A type of designed experiment that is frequently used to determine the most important factors in a process. With a screening design, you use a relatively small number of runs with many potential factors to determine a smaller number of most important factors that affect process quality. After screening experiments, you can do optimization experiments if you need more detail. For example, say you are examining the various factors that affect ice cream texture: fat content, pasteurization temperature, homogenization process, mixing speed, draw temperature, emulsifier, stabilizer, and cooling speed. You can use a screening design to identify the most important factors that affect ice cream texture. If necessary, you can use a larger factorial design or a response surface design to optimize your process.
Plackett-Burman designs are usually resolution III, 2-level designs. In a resolution III design, main effects are aliased with 2-way interactions. Therefore, you should only use these designs when you are willing to assume that 2-way interactions are negligible. Because of this assumption, Plackett-Burman designs can have fewer runs than definitive screening designs. If you suspect an interaction after you complete a Plackett-Burman design, you can fold the design, which doubles the number of runs. After you fold a Plackett-Burman design, main effects are not aliased with 2-way interactions. For more information, go to What is folding?.
Plackett-Burman designs are usually resolution III, 2-level designs. In a resolution III design, main effects are aliased with 2-way interactions. Therefore, you should only use these designs when you are willing to assume that 2-way interactions are negligible.
Use Plackett-Burman designs to identify the most important factors in the early phases of experimentation. For example, say you are examining the various factors that affect ice cream texture: fat content, pasteurization temperature, homogenization process, mixing speed, draw temperature, emulsifier, stabilizer, and cooling speed. You can use a Plackett-Burman experiment to identify the most important main effects, use fractional or full factorial designs to study them more, then use response surface designs to optimize your process.
Mixture experiments are a special class of response surface experiments in which the product under investigation is made up of several components or ingredients. Designs for these experiments are useful because many product design and development activities in industrial situations involve formulations or mixtures. In these situations, the response is a function of the proportions of the different ingredients in the mixture. For example, you might be developing a pancake mixture that is made of flour, baking powder, milk, eggs, and oil. Or, you might be developing an insecticide that blends four chemical ingredients.

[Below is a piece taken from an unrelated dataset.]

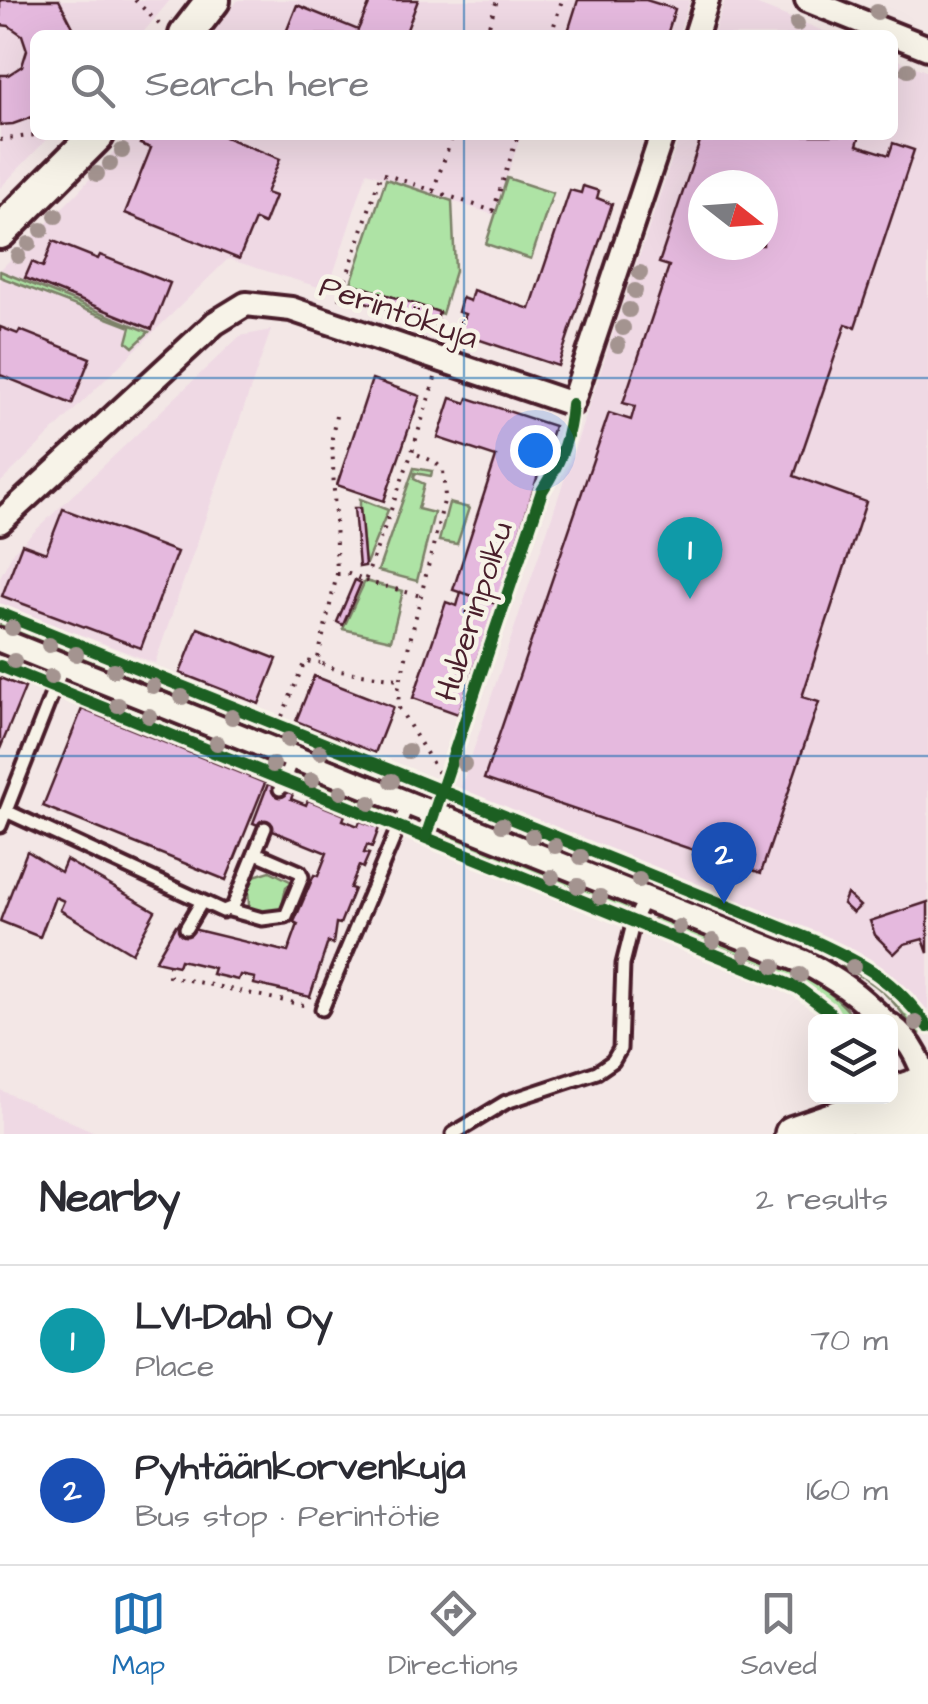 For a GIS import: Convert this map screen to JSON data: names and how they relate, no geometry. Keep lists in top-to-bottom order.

For more information on mixture designs, go to
In the simplest mixture experiment, the response (the quality or performance of the product based on some criterion) depends on the relative proportions of the components (ingredients). The amount of components, measured in weights, volumes, or some other units, add up to a common total. In contrast, in a factorial design, the response varies depending on the amount of each factor.

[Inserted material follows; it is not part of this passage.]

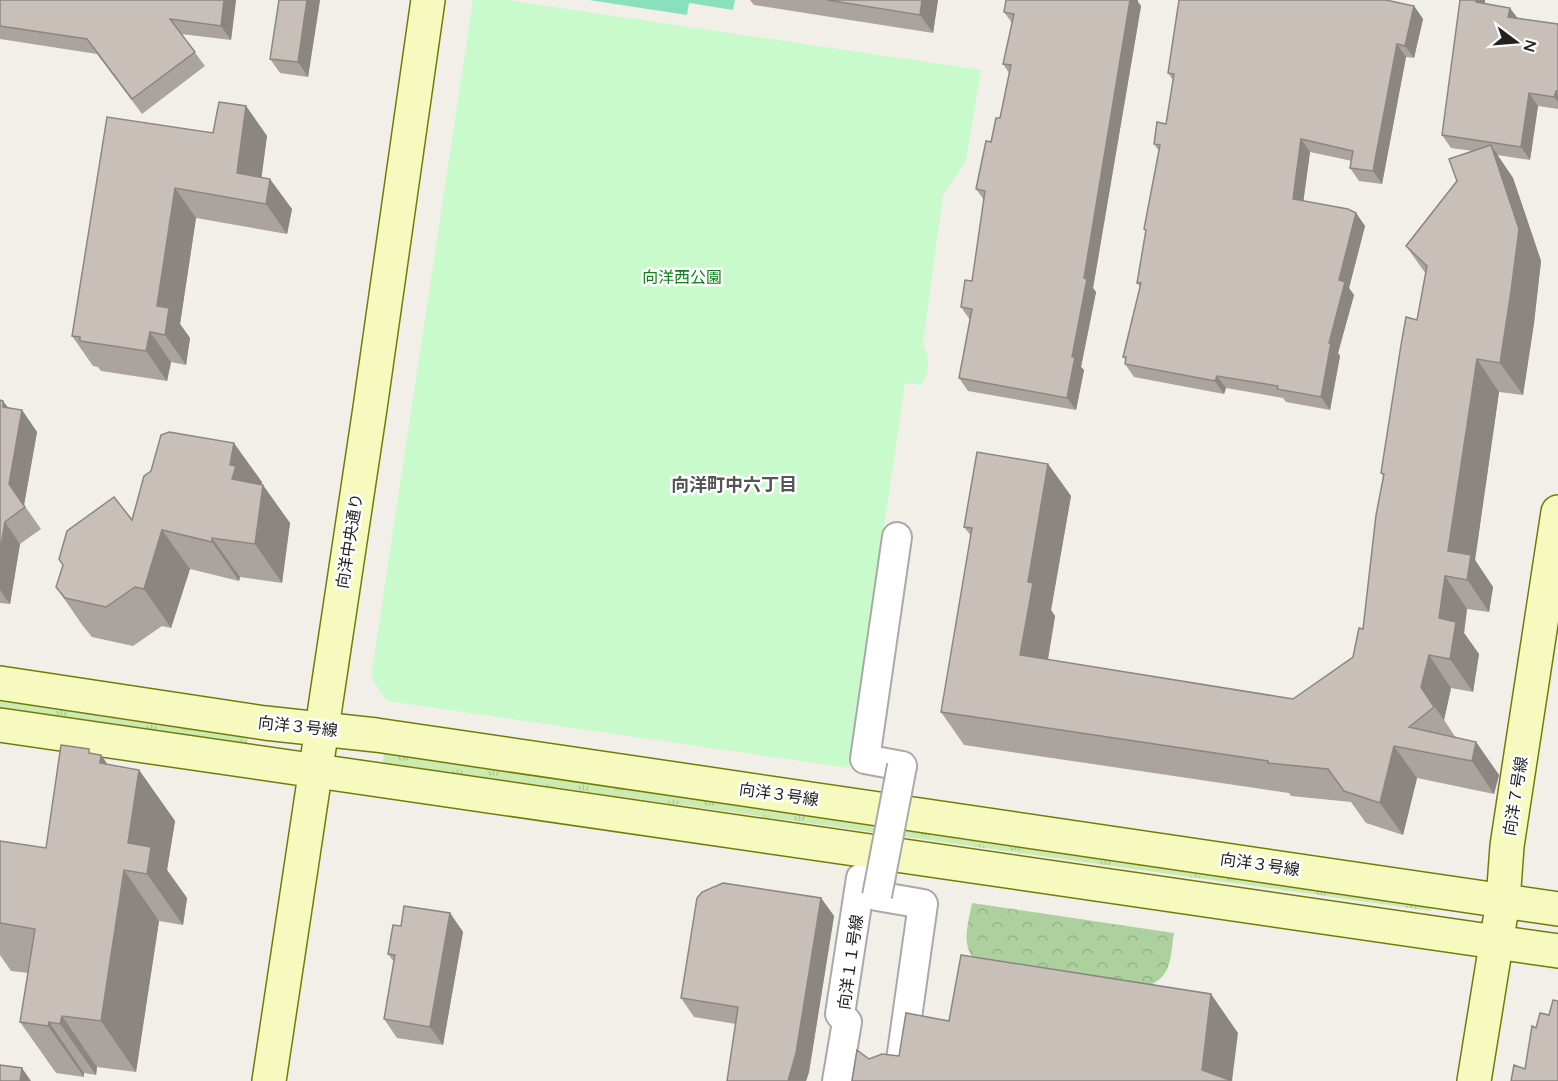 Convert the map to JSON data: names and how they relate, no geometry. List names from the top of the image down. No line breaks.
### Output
{"streets":{"street":["向洋中央通り","向洋３号線","向洋７号線","向洋１１号線"]},"crossings":[["向洋中央通り","向洋３号線"],["向洋３号線","向洋７号線"]],"districts":["向洋町中六丁目"],"parks":["向洋西公園"],"north":"right"}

Unaugmented | Augmented | |
Simplex Centroid | ||
Simplex Lattice Degree 1 | ||
Simplex Lattice Degree 2 | ||
Simplex Lattice Degree 3 |
Mixture designs that cover only a subportion or smaller space within the simplex.

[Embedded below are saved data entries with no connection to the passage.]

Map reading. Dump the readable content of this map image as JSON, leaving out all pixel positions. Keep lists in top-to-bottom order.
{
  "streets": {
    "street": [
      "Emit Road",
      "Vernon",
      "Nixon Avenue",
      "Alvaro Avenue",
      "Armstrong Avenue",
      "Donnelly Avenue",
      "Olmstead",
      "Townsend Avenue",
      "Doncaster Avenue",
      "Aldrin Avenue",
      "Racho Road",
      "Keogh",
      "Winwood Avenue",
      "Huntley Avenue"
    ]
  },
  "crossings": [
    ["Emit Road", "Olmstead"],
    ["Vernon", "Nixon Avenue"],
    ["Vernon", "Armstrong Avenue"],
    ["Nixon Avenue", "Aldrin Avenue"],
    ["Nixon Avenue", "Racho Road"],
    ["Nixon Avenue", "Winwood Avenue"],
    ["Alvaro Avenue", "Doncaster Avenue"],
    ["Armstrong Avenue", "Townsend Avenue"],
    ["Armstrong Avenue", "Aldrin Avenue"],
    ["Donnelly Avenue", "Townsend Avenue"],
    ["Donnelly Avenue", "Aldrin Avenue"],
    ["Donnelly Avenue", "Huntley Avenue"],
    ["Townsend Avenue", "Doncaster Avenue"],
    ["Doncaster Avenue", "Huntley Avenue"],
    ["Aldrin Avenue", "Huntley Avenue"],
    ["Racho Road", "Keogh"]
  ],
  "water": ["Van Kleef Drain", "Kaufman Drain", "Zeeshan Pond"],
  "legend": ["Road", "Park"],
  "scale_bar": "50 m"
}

The goal of an extreme vertices design is to choose design points that adequately cover the design space. The following figure shows the extreme vertices for two three-component designs with both upper and lower constraints:
A Taguchi design is a designed experiment that lets you choose a product or process that functions more consistently in the operating environment. Taguchi designs recognize that not all factors that cause variability can be controlled. These uncontrollable factors are called noise factors. Taguchi designs try to identify controllable factors (control factors) that minimize the effect of the noise factors. During experimentation, you manipulate noise factors to force variability to occur and then determine optimal control factor settings that make the process or product robust, or resistant to variation from the noise factors. A process designed with this goal will produce more consistent output. A product designed with this goal will deliver more consistent performance regardless of the environment in which it is used.
A well-known example of Taguchi designs is from the Ina Tile Company of Japan in the 1950s. The company was manufacturing too many tiles outside specified dimensions. A quality team discovered that the temperature in the kiln used to bake the tiles varied, causing nonuniform tile dimension. They could not eliminate the temperature variation because building a new kiln was too costly. Thus, temperature was a noise factor. Using Taguchi designed experiments, the team found that by increasing the clay's lime content, a control factor, the tiles became more resistant, or robust, to the temperature variation in the kiln, letting them manufacture more uniform tiles.